Às vezes fazê-la feliz é só abrir a portinhola que a protege (e a aprisiona) dentro de casa. Ele (falo agora de meu filho) é tão frágil. Dia desses pulou em um brinquedo inocente e sangrou o lábio. Já tive três vezes o sangue dele em minhas mãos. Mas, é preciso deixar que ele corra, que se jogue, que escale. É preciso às vezes fechar os olhos para onde ele vai, e se preparar para o choro de um insucesso ou para a conquista de uma nova habilidade. 

Coisa que ele não faz é desistir de brincar. Às vezes reluta em dormir porque parece temer não acordar. Vai cerrando os olhos aflito pelo desaparecimento neles das imagens das brincadeiras de que seu mundo esteve cheio. 

Vocês deviam conhecê-lo. É tão fácil fazê-lo rir. E é tão mágico. Há mais dentes ali do que possa contar nossa vã odontologia. E vem sendo tão fácil chorar. Sua alma sente que pode voar, mas a gravidade imanta. 

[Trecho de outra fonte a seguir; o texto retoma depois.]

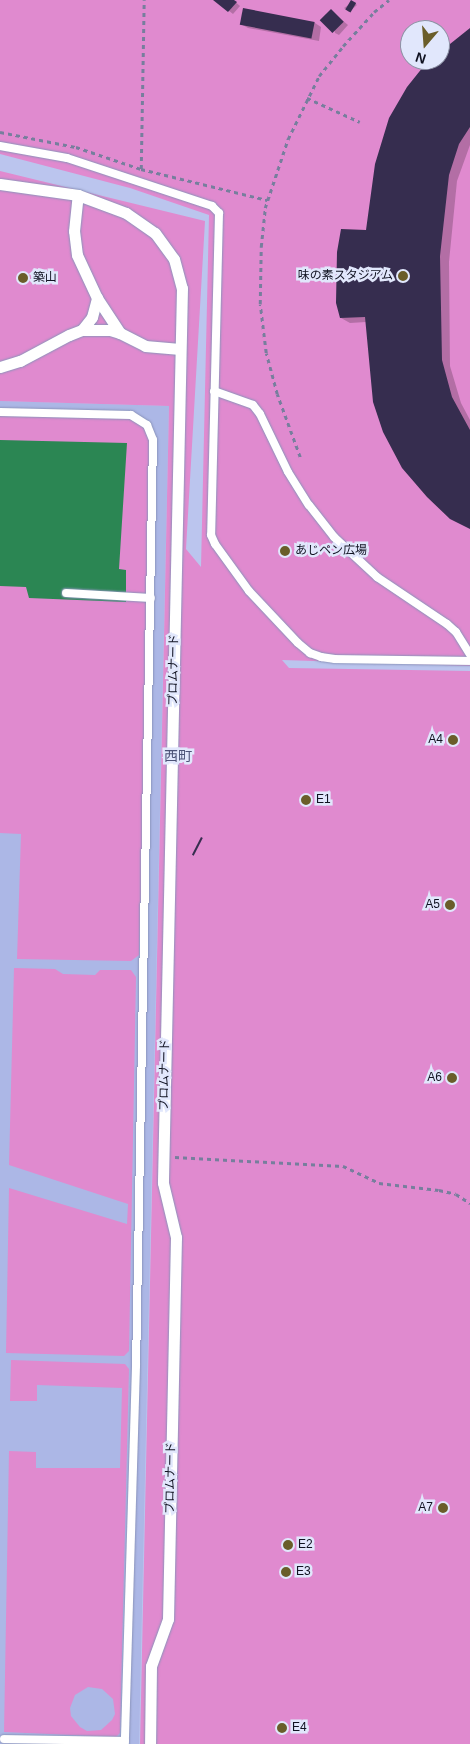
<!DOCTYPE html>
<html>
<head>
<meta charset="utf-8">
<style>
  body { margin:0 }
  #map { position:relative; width:470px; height:1744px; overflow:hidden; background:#bbc5ee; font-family:Helvetica,"Noto Sans JP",sans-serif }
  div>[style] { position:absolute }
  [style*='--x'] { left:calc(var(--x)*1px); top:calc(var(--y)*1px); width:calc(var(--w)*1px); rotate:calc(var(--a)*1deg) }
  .built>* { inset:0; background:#acb7e6 }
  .green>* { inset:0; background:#e08acf }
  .water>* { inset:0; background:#2b8653 }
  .shadow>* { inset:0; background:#0003 }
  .building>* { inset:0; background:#362d4f; transform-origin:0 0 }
  .path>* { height:2.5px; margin-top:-1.25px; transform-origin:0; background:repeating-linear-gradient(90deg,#777e9d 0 4px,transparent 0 8px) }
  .roads { filter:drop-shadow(0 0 1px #8a93ba) drop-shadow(0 0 1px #8a93ba) }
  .service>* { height:8px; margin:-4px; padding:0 4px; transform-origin:4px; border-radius:4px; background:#fff }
  .pedestrian>* { height:11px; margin:-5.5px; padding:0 5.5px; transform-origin:5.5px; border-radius:5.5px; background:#fff }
  .dots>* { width:14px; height:14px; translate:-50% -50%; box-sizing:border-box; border:2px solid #e1e7fc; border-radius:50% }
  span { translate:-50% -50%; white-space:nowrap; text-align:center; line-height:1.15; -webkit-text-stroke:5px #e1e7fc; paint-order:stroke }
  .poi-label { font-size:12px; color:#101221 }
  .right { translate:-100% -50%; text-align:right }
  .left { translate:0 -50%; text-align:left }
  .street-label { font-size:12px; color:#101221 }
  .neighbourhood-label { font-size:14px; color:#4c5377 }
  .north { position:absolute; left:400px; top:20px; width:50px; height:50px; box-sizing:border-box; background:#e1e7fc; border:1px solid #8d92a4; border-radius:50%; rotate:198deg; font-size:14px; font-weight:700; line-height:20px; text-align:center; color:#101221 }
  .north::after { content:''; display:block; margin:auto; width:18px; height:22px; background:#6a5d2a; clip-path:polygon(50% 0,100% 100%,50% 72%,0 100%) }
</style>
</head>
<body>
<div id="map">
  <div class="built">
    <i style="clip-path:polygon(0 401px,169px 406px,139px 1744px,0 1744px)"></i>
  </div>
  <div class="green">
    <i style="clip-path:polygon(evenodd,0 0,470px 0,470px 666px,282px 660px,289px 668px,470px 671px,470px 1744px,140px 1744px,169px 406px,0 401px,0 171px,205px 221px,186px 549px,201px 567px,209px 215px,130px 188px,0 154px,0 0,410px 30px,440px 30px,440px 60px,410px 60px,410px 30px)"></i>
    <i style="clip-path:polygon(0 414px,136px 416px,146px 423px,155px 450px,139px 955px,131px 961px,17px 959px,21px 834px,0 833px)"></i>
    <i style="clip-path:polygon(14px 968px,55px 969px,63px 974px,95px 975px,100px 970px,131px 970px,136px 977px,129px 1351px,124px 1356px,6px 1353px,9px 1188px,127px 1224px,128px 1204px,9px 1165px)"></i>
    <i style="clip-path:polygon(evenodd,11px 1360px,125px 1364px,129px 1369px,120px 1733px,116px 1737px,4px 1732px,9px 1451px,36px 1452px,36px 1468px,120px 1468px,122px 1388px,37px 1385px,37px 1401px,10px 1401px,11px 1360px,88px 1687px,102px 1689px,113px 1699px,115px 1714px,112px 1720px,101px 1730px,87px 1731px,80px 1727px,71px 1716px,70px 1708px,75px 1695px,88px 1687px)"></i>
  </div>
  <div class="water">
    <i style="clip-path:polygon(0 440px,127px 443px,119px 569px,126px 570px,126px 602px,29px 598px,26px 587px,0 586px)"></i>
  </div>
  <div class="shadow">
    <i style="clip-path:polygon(215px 0,233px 0,240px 6px,233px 14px)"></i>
    <i style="clip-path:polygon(353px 2px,357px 5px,349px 12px,344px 8px)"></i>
    <i style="clip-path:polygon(331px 11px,348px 25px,339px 35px,335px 33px)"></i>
    <i style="clip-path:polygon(315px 23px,321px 27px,319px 41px,248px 28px,241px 24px)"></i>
    <i style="clip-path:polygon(470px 29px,470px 145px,457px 181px,449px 262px,450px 366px,461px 403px,470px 420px,470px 528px,366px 322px,350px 323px,341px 318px,368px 231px,433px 60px,440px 60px,440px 53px)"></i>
  </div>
  <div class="building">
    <i style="clip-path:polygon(213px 0,234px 0,237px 2px,228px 12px)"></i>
    <i style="left:351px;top:0;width:6px;height:11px;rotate:31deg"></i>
    <i style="left:243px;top:8px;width:73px;height:17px;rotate:11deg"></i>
    <i style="left:331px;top:9px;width:18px;height:16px;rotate:45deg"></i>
    <i style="clip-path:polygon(470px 28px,470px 127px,459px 144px,449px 175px,440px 256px,442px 360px,452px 397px,470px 430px,470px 529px,450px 519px,427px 497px,402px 468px,383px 432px,373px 402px,365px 317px,340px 318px,336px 303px,337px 252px,341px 229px,366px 230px,375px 164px,389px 118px,407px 87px,423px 67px,431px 60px,440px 60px,440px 52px)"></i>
    <i style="left:201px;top:837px;width:2px;height:20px;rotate:27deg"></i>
  </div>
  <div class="path">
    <i style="--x:307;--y:98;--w:58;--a:24.4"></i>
    <i style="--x:0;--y:132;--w:77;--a:11.2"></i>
    <i style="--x:76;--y:147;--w:69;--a:18.7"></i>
    <i style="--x:141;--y:169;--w:130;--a:13.8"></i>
    <i style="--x:141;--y:169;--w:169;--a:-89"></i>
    <i style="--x:300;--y:457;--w:67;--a:-110.1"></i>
    <i style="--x:277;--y:394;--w:42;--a:-105"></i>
    <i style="--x:266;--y:353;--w:49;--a:-97"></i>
    <i style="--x:260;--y:304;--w:57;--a:-89"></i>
    <i style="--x:261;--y:247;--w:39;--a:-84"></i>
    <i style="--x:265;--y:208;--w:73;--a:-71.6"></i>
    <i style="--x:288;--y:139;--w:70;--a:-63.8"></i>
    <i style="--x:319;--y:76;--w:38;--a:-51"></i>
    <i style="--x:343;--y:46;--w:46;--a:-47.6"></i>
    <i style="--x:374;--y:12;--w:19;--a:-39"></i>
    <i style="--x:175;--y:1157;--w:168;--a:3.1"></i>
    <i style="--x:343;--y:1166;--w:40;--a:25"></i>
    <i style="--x:379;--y:1183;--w:60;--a:6.7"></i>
    <i style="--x:439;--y:1190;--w:17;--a:13"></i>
    <i style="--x:456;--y:1194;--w:17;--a:33"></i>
  </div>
  <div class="roads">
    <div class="service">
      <i style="--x:0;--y:146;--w:68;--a:10.2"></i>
      <i style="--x:67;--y:158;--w:153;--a:18.3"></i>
      <i style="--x:212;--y:206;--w:10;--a:45"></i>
      <i style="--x:219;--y:213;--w:322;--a:91.4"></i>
      <i style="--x:211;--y:535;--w:10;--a:66"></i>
      <i style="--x:215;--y:544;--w:58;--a:54.1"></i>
      <i style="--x:249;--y:591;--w:71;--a:46.7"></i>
      <i style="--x:298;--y:643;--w:16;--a:40"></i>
      <i style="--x:310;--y:653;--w:12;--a:20"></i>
      <i style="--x:321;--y:657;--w:14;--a:8"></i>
      <i style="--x:335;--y:659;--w:135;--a:0.8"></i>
      <i style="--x:214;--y:391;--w:41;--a:19.7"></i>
      <i style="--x:253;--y:405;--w:11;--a:52"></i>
      <i style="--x:260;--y:414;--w:64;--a:64.2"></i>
      <i style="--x:288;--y:472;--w:39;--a:58"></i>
      <i style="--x:309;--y:505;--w:41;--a:52"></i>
      <i style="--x:334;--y:537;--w:59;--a:42.9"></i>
      <i style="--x:377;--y:577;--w:84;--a:33.9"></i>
      <i style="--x:447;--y:624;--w:12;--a:42"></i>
      <i style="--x:456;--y:632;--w:26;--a:58"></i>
      <i style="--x:0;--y:412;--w:131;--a:1.3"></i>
      <i style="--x:131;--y:415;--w:19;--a:32"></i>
      <i style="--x:147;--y:425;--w:16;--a:68"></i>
      <i style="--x:153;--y:440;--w:926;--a:91.05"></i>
      <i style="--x:136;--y:1366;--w:378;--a:91.7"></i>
      <i style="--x:66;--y:593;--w:85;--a:3.4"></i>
      <i style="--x:4;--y:1739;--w:121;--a:0.9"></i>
    </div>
    <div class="pedestrian">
      <i style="--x:0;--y:184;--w:79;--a:8"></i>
      <i style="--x:97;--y:298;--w:42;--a:56.7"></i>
      <i style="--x:82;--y:330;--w:16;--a:-52"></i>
      <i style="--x:92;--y:317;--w:20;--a:-75"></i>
      <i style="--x:97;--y:298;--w:47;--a:-114.9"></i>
      <i style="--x:77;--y:255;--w:24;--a:-97"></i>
      <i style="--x:74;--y:231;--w:36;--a:-84"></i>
      <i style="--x:78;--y:195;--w:51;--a:20.6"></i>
      <i style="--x:126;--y:213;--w:35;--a:35"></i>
      <i style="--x:155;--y:233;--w:32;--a:54"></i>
      <i style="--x:174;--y:259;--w:30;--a:75"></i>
      <i style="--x:182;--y:288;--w:895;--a:91.22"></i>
      <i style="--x:163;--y:1183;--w:56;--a:76.5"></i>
      <i style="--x:176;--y:1237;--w:382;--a:91.2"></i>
      <i style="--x:168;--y:1619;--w:50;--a:109.9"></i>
      <i style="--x:151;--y:1666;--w:78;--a:90.7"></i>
      <i style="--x:0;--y:367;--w:21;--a:-17"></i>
      <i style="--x:20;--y:361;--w:55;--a:-28"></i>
      <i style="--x:69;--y:335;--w:14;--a:-21"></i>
      <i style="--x:82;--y:330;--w:28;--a:0"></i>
      <i style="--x:110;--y:330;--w:10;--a:17"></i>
      <i style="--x:120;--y:333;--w:28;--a:27"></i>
      <i style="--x:145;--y:346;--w:35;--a:5"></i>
    </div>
  </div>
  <div class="dots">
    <i style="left:403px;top:276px;background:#6a5d2a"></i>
    <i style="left:23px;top:278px;background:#6a5d2a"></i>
    <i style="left:285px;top:551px;background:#6a5d2a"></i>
    <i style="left:453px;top:740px;background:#6a5d2a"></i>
    <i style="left:306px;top:800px;background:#6a5d2a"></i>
    <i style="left:450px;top:905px;background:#6a5d2a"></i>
    <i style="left:452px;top:1078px;background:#6a5d2a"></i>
    <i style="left:443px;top:1508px;background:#6a5d2a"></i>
    <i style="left:288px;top:1545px;background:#6a5d2a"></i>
    <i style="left:286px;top:1572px;background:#6a5d2a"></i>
    <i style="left:282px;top:1728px;background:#6a5d2a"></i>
  </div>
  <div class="poi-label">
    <span class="right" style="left:393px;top:276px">味の素スタジアム</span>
    <span class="left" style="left:33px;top:278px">築山</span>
    <span class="left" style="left:295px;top:551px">あじペン広場</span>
    <span class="right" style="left:443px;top:740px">A4</span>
    <span class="left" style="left:316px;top:800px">E1</span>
    <span class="right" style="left:440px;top:905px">A5</span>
    <span class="right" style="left:442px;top:1078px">A6</span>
    <span class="right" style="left:433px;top:1508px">A7</span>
    <span class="left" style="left:298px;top:1545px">E2</span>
    <span class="left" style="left:296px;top:1572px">E3</span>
    <span class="left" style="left:292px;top:1728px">E4</span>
  </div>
  <div class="street-label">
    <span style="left:174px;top:670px;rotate:-89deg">プロムナード</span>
    <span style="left:165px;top:1075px;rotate:-89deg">プロムナード</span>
    <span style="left:171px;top:1478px;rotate:-89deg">プロムナード</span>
  </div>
  <div class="neighbourhood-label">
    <span style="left:178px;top:756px">西町</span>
  </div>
  <div class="north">N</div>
</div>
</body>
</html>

Ingrid, ele vem me ensinando a não pensar muito. Existe uma urgência de pular que me empurra, me convoca. Joyce, ele tem uns trejeitos de rir que me desarmam. Forja Chaves para o meu castelo abrindo portas que nem sabia estarem ali. Na Sombra do que ele revela, destrói as teias de aranha e espirra as poeiras para longe. A agitação dele é tamanha, Ana, que quem me vê  o protegendo pensa que tenho a calma feito tinta impregnada na pele. É o meu quartzo, Artur, derramado por Deus em nossos braços, pequeno Serafim. Cá entre nós, brincar cansa, dói as pernas, exige trapaça com a idade. As assimetrias que já me doem, Ivis, pedem repouso de vez em quando. É, então, que o vigio distante, e esperanço que as crianças acolham sua diferença. 

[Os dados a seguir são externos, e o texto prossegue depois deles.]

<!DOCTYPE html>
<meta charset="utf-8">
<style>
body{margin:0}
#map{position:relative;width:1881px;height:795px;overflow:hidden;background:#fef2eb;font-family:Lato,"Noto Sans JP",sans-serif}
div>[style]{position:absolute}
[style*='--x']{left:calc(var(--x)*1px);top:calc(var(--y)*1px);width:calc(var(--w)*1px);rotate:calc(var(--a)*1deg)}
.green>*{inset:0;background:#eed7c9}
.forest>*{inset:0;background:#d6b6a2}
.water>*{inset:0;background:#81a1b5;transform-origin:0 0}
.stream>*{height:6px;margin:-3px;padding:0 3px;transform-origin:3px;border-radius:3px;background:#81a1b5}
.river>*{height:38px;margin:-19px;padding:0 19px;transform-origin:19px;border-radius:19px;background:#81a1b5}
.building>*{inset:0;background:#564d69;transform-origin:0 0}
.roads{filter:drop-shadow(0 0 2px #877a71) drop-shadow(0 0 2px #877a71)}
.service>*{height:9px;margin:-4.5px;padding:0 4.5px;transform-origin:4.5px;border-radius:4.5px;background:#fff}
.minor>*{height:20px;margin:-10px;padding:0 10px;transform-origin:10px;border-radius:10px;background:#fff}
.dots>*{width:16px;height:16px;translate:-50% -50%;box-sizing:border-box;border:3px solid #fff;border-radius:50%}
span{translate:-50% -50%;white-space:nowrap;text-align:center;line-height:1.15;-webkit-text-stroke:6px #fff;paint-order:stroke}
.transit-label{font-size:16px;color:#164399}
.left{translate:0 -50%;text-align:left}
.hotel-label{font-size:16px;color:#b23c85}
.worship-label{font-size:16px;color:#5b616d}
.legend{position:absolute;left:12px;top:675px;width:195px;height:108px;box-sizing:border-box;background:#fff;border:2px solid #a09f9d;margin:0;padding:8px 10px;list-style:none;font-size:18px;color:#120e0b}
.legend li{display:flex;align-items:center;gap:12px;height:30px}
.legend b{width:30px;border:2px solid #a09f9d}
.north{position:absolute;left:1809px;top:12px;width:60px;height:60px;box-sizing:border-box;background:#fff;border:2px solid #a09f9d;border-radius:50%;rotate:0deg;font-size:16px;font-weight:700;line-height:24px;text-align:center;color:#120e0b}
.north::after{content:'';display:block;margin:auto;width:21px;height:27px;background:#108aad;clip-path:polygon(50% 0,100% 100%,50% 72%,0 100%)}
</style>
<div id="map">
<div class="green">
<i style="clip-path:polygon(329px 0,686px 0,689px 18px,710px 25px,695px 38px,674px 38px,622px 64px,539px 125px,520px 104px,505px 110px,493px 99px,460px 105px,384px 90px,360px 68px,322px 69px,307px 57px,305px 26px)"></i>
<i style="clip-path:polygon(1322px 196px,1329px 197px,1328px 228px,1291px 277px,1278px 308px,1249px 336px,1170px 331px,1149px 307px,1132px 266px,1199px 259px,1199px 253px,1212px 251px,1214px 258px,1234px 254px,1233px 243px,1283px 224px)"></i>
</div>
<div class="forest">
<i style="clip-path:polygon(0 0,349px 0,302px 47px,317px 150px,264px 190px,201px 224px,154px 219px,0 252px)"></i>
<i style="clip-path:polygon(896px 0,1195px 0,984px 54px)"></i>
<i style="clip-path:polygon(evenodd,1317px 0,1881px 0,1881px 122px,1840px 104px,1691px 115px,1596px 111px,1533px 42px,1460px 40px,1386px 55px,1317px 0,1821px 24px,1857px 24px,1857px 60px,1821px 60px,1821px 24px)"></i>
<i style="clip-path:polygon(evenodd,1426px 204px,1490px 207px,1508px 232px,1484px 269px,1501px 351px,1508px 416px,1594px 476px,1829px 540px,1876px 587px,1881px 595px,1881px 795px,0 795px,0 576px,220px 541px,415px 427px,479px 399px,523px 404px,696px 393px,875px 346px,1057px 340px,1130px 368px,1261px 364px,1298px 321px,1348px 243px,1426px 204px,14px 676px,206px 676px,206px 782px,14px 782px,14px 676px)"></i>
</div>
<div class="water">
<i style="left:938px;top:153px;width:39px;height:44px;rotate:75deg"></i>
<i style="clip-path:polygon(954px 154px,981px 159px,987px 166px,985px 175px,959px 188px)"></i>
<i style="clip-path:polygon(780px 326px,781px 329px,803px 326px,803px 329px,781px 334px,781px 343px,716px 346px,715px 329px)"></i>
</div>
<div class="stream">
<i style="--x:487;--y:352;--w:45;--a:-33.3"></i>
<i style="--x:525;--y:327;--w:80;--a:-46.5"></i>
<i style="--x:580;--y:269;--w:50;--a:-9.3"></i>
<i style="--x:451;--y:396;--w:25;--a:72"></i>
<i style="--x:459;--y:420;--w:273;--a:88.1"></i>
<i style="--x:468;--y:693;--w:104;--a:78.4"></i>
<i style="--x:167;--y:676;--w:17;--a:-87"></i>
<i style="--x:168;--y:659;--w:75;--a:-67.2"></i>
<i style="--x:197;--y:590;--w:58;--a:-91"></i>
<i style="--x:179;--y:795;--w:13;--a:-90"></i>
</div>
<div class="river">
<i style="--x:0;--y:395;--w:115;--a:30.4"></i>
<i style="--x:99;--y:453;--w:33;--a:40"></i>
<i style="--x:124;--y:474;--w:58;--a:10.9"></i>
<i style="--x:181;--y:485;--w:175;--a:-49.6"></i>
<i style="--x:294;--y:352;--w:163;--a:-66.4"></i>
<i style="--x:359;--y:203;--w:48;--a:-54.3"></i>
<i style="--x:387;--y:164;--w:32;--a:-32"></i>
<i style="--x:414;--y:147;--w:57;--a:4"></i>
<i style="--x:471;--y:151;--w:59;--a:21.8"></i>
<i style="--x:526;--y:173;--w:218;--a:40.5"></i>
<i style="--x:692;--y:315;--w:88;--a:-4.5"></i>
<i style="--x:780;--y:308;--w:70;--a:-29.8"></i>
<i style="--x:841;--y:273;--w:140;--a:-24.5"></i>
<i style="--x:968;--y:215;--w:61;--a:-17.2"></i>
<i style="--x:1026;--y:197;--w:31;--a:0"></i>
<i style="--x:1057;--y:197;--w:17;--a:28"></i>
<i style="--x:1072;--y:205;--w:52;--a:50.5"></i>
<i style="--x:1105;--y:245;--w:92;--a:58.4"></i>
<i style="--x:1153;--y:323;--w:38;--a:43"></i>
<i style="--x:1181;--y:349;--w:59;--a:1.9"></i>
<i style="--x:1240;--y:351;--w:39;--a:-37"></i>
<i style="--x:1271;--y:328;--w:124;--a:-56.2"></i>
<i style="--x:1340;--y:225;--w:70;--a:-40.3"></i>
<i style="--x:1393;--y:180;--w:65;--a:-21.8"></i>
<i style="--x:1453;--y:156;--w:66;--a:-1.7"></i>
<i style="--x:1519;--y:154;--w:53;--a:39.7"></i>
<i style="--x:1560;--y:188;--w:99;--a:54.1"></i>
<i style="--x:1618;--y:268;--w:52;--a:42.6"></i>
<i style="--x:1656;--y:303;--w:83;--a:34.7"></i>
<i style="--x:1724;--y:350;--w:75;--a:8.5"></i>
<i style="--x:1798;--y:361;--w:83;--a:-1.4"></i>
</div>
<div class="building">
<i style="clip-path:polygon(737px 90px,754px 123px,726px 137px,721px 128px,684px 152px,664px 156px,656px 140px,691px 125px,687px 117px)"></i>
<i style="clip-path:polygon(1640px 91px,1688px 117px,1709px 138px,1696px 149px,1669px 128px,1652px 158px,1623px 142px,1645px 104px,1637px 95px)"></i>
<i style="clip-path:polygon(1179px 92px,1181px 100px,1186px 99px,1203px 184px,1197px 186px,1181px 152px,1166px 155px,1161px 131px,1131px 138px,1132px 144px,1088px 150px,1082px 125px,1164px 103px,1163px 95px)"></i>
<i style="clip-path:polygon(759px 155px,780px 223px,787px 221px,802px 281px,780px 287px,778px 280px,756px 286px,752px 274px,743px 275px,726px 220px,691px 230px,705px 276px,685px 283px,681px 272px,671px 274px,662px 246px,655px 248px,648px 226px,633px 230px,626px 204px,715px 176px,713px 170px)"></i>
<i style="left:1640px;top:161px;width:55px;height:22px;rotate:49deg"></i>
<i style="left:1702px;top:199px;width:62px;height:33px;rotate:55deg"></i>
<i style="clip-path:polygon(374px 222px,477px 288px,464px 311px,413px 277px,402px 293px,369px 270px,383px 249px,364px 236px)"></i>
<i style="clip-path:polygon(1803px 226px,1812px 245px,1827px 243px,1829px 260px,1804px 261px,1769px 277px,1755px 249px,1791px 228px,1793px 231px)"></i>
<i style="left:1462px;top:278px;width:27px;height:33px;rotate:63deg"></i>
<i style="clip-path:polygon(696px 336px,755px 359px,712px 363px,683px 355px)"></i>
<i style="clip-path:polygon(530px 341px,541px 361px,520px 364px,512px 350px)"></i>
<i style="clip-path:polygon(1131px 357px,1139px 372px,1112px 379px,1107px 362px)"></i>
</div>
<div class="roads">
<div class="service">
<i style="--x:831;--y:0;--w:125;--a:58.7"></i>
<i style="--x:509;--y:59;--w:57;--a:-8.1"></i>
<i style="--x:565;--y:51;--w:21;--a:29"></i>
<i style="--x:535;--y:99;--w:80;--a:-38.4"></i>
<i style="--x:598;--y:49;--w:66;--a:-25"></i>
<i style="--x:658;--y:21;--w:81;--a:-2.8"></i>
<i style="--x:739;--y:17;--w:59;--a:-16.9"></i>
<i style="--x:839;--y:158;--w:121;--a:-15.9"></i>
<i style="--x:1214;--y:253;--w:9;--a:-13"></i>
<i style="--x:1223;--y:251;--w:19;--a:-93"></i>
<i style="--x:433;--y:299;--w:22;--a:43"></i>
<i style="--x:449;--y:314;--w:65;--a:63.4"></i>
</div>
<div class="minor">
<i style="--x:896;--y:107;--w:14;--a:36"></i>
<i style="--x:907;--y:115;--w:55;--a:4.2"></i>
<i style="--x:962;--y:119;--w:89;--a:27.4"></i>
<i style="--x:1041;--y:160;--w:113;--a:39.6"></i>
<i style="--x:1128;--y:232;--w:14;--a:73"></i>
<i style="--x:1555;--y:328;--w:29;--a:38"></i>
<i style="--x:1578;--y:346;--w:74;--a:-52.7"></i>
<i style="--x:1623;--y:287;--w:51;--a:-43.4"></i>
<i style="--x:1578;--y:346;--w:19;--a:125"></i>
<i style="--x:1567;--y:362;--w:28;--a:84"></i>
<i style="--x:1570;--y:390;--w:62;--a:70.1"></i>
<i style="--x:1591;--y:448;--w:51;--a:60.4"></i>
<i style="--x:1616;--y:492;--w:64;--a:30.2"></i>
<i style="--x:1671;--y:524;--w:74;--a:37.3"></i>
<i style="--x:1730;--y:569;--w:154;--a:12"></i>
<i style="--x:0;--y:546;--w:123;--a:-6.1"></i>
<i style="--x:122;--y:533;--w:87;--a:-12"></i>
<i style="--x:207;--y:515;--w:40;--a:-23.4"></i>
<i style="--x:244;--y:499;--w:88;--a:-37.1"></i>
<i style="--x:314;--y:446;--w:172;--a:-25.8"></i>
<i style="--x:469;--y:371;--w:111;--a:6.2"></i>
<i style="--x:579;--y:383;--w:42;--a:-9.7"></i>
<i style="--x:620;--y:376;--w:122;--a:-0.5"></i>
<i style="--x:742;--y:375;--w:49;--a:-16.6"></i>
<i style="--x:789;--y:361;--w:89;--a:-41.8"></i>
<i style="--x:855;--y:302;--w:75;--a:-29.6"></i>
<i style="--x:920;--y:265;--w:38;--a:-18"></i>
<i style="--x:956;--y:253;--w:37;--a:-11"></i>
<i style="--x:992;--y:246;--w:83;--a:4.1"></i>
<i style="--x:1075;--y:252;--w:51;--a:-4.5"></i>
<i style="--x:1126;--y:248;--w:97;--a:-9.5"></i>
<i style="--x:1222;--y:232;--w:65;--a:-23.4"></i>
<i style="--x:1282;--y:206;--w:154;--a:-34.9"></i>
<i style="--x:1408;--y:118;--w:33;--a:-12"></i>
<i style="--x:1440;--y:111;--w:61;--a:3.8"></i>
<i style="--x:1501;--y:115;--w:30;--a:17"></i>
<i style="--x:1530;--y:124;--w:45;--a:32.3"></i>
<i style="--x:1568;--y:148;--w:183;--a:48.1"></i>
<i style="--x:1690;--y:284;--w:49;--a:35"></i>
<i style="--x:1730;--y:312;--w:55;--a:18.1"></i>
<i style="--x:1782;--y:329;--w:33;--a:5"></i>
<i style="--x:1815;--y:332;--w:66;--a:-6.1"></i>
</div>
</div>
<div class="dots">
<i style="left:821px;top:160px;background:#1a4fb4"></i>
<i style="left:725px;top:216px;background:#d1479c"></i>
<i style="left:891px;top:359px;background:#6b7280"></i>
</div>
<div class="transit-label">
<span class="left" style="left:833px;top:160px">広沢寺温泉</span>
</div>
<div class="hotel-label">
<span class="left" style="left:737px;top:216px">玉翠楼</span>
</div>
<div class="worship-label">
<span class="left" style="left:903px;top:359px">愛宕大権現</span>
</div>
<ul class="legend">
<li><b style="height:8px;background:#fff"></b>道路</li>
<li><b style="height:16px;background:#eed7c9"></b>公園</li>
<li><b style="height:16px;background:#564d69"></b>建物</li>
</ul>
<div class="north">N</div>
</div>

Quando a lógica de tudo o que acreditávamos ser relação efetiva faz água, o que faz com que abandonemos o barco e nademos juntos, e pulemos juntos, e procuremos juntos o caminho de volta para casa, para os outros, para os nossos?

Ele sabe que sou dele. A mão levanta para segurar a minha como a de ninguém. Já tiveram o prazer de estar à deriva no meio do infinito mar, com alguém que ama? Eu já.